Step 2: Find the differences between each score and the mean.
Subtract the mean from each score. For example:
Score 1: 98 - 79.53 = 18.47
Score 2: 92 - 79.53 = 12.47
Score 3: 86 - 79.53 = 6.47
Continue this for all scores.
Step 3: Square each difference.
Take each of the differences calculated in Step 2, and square them. For example:
Score 1 difference squared: 18.47^2 = 341.0809
Score 2 difference squared: 12.47^2 = 155.2009
Score 3 difference squared: 6.47^2 = 41.9209
Continue this for all differences.
Step 4: Calculate the sum of the squared differences.

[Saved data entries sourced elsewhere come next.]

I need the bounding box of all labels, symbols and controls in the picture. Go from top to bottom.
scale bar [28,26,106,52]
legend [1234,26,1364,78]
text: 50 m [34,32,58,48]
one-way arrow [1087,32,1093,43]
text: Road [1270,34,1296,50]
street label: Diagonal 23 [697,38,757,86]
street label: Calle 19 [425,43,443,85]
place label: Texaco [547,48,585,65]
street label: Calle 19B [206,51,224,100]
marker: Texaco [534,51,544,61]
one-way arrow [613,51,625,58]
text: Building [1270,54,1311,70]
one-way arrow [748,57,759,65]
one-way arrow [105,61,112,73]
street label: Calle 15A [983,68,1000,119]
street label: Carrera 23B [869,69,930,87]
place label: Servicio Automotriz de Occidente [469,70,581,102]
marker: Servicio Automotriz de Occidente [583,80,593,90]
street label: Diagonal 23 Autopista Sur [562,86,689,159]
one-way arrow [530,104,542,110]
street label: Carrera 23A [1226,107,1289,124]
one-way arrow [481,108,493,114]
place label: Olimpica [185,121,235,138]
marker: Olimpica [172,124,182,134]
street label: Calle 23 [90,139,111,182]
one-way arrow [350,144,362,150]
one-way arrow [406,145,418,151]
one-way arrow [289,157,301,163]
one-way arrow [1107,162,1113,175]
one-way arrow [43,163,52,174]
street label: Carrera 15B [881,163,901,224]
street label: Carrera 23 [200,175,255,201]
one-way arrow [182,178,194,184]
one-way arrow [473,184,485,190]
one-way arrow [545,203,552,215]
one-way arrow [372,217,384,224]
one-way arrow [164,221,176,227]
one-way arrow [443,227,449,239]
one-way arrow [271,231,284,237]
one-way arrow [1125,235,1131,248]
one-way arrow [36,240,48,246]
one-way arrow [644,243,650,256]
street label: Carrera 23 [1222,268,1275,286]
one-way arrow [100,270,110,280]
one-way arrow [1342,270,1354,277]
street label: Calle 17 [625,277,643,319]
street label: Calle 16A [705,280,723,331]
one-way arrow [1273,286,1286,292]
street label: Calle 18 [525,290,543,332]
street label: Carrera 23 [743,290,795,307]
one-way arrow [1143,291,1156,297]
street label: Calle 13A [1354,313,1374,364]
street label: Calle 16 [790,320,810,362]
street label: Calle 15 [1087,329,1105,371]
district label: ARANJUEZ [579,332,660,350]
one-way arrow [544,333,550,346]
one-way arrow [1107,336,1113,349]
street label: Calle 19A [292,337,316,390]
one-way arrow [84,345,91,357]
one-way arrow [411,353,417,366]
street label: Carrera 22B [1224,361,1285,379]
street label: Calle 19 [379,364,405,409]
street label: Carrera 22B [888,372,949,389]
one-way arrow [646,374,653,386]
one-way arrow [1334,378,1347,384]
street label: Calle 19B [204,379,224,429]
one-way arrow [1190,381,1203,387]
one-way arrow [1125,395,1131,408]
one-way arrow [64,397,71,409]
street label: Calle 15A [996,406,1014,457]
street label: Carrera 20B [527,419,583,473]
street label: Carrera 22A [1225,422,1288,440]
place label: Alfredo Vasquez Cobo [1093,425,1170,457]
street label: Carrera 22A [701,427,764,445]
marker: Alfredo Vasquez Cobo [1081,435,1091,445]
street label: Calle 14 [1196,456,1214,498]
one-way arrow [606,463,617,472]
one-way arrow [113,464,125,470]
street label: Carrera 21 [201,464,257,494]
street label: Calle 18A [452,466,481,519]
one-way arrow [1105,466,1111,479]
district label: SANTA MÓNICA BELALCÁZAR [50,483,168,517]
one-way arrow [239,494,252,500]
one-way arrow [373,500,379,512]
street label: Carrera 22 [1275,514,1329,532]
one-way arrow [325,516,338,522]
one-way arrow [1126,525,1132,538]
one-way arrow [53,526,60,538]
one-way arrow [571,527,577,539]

Add up all the squared differences calculated in Step 3. For this example, the sum of the squared differences is 5020.2591 (rounded to four decimal places).
Step 5: Divide the sum of the squared differences by N-1.
Divide the sum calculated in Step 4 by N-1 (where N is the number of scores). In this case, N is 17, so 5020.2591/16 = 313.7662 (rounded to four decimal places).
Step 6: Take the square root of the result from Step 5.
Calculate the square root of the result from Step 5. In this case, the square root of 313.7662 is approximately 17.7163 (rounded to four decimal places).
Therefore, the standard deviation for this distribution of scores is approximately 17.7163 (rounded to four decimal places).
To find the z-score for X=86:
Step 1: Subtract the mean from the value.
In this case, the mean is 79.53 (rounded to two decimal places), and X=86. So, 86 - 79.53 = 6.47.
Step 2: Divide the result obtained in Step 1 by the standard deviation.
The standard deviation is approximately 17.7163 (rounded to four decimal places). So, 6.47 / 17.7163 = 0.3655 (rounded to four decimal places).
Therefore, the z-score for X=86 is approximately 0.3655 (rounded to four decimal places).